* _WORK INSTRUCTION_: Word for word, restate the entries below from their first line through the line that contains "position:absolute; left:32px; top:867px;".

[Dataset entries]
───

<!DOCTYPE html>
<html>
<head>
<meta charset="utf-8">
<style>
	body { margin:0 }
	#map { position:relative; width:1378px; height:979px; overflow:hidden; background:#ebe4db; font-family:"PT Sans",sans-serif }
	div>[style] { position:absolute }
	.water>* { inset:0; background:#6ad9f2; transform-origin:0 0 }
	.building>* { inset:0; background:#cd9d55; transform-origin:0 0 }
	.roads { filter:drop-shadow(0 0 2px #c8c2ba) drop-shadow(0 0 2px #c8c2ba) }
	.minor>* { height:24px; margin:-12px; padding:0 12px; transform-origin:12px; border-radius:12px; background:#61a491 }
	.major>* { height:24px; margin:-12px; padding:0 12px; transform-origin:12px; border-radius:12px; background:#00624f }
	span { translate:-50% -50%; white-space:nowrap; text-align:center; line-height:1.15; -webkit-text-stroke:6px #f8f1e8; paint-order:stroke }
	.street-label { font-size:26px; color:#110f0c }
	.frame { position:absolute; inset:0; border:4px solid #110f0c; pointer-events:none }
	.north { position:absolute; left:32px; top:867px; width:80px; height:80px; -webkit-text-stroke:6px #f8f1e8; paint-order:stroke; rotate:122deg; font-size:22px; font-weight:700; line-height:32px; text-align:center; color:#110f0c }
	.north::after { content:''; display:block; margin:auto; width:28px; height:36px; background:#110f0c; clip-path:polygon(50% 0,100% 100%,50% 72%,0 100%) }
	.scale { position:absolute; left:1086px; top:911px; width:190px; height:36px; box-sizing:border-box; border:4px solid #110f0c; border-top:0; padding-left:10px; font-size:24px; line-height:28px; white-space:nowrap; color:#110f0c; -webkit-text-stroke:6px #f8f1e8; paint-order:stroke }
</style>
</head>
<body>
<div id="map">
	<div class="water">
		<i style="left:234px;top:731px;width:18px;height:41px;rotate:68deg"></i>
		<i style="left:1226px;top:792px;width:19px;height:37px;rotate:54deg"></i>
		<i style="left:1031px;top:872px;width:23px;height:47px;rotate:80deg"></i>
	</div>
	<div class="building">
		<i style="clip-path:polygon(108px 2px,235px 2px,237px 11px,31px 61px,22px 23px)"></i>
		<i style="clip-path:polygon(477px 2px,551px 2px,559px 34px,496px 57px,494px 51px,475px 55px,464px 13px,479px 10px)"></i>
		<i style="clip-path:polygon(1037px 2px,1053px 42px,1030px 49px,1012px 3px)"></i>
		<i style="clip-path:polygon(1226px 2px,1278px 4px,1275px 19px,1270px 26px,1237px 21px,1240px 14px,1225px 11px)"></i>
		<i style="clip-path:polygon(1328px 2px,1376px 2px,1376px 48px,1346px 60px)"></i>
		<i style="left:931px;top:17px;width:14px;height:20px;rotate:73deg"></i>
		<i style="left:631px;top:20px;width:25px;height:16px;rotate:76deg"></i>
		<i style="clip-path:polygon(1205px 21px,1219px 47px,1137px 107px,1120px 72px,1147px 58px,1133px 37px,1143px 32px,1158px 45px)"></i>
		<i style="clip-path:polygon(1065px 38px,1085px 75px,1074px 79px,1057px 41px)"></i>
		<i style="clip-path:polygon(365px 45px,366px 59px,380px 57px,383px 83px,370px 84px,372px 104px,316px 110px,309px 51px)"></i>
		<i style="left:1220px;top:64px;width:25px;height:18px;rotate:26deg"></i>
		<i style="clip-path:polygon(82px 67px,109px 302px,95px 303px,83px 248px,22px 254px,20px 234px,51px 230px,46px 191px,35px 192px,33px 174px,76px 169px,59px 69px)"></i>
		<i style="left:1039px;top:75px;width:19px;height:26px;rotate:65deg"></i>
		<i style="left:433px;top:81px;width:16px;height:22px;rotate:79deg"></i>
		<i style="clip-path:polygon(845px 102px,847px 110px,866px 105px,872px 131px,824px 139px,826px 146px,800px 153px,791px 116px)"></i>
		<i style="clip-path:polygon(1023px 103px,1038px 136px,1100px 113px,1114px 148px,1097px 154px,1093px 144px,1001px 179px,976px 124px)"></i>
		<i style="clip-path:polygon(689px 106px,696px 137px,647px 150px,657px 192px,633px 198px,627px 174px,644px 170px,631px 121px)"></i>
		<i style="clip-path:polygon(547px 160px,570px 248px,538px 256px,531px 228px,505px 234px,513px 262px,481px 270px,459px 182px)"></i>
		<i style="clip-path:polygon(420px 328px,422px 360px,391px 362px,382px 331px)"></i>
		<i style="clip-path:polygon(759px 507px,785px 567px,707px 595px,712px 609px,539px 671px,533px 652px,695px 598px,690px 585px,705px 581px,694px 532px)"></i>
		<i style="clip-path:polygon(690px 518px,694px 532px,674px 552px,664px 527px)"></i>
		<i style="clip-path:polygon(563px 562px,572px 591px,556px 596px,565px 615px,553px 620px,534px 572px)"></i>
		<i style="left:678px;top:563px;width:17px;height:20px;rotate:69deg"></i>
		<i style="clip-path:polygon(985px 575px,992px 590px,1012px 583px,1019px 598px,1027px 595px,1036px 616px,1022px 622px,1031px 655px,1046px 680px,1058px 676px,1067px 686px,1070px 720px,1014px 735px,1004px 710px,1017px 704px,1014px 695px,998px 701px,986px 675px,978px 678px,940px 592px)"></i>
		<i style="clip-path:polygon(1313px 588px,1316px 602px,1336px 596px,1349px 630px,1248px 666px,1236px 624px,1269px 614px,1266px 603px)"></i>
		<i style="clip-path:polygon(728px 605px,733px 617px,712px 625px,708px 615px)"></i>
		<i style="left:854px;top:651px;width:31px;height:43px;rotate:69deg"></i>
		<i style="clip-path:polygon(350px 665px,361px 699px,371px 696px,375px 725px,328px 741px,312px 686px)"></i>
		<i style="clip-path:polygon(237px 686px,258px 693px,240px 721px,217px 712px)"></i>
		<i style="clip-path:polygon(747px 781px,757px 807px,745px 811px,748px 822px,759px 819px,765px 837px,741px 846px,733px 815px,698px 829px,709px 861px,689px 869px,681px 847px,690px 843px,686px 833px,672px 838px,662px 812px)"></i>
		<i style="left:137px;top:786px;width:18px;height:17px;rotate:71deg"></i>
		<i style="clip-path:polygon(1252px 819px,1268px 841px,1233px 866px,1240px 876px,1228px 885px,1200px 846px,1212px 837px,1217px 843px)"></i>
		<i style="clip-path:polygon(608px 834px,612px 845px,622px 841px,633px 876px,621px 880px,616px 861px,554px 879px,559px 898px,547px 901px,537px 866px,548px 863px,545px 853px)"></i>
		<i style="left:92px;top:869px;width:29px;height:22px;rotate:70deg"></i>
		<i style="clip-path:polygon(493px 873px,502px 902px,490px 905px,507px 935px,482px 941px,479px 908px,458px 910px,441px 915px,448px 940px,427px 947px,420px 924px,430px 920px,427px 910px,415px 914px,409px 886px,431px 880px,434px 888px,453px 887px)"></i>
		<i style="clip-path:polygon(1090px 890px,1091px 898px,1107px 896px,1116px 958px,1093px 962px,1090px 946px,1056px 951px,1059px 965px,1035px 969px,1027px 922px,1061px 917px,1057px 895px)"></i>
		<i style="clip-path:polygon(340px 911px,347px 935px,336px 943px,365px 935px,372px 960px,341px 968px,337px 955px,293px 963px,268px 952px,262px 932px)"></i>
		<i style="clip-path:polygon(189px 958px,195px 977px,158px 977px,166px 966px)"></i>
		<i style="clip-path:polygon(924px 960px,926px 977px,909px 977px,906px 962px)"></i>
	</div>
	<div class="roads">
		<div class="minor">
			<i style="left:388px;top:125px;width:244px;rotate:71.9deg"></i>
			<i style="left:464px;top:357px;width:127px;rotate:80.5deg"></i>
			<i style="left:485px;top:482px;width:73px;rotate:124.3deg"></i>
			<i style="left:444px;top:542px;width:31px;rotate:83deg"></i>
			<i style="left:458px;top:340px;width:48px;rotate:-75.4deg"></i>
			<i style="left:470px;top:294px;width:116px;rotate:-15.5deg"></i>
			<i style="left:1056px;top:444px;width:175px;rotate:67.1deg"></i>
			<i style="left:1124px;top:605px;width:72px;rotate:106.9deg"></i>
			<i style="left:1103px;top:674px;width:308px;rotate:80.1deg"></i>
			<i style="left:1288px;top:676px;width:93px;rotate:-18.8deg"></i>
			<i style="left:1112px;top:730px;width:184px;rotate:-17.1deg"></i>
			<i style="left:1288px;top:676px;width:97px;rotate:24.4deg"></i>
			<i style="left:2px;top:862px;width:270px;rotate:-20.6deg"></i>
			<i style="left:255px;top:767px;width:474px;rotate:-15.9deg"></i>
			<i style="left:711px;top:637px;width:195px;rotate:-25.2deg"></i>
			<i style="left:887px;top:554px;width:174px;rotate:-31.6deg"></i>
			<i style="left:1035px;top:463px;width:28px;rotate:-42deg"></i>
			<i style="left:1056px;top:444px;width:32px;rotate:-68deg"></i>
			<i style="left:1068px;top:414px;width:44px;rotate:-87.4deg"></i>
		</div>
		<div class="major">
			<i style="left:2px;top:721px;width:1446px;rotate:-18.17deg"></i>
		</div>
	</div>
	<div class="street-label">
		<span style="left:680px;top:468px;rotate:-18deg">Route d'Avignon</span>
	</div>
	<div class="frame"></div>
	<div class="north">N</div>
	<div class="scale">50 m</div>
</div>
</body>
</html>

───

* _RESPONSE BOX_:
<!DOCTYPE html>
<html>
<head>
<meta charset="utf-8">
<style>
	body { margin:0 }
	#map { position:relative; width:1378px; height:979px; overflow:hidden; background:#ebe4db; font-family:"PT Sans",sans-serif }
	div>[style] { position:absolute }
	.water>* { inset:0; background:#6ad9f2; transform-origin:0 0 }
	.building>* { inset:0; background:#cd9d55; transform-origin:0 0 }
	.roads { filter:drop-shadow(0 0 2px #c8c2ba) drop-shadow(0 0 2px #c8c2ba) }
	.minor>* { height:24px; margin:-12px; padding:0 12px; transform-origin:12px; border-radius:12px; background:#61a491 }
	.major>* { height:24px; margin:-12px; padding:0 12px; transform-origin:12px; border-radius:12px; background:#00624f }
	span { translate:-50% -50%; white-space:nowrap; text-align:center; line-height:1.15; -webkit-text-stroke:6px #f8f1e8; paint-order:stroke }
	.street-label { font-size:26px; color:#110f0c }
	.frame { position:absolute; inset:0; border:4px solid #110f0c; pointer-events:none }
	.north { position:absolute; left:32px; top:867px; width:80px; height:80px; -webkit-text-stroke:6px #f8f1e8; paint-order:stroke; rotate:122deg; font-size:22px; font-weight:700; line-height:32px; text-align:center; color:#110f0c }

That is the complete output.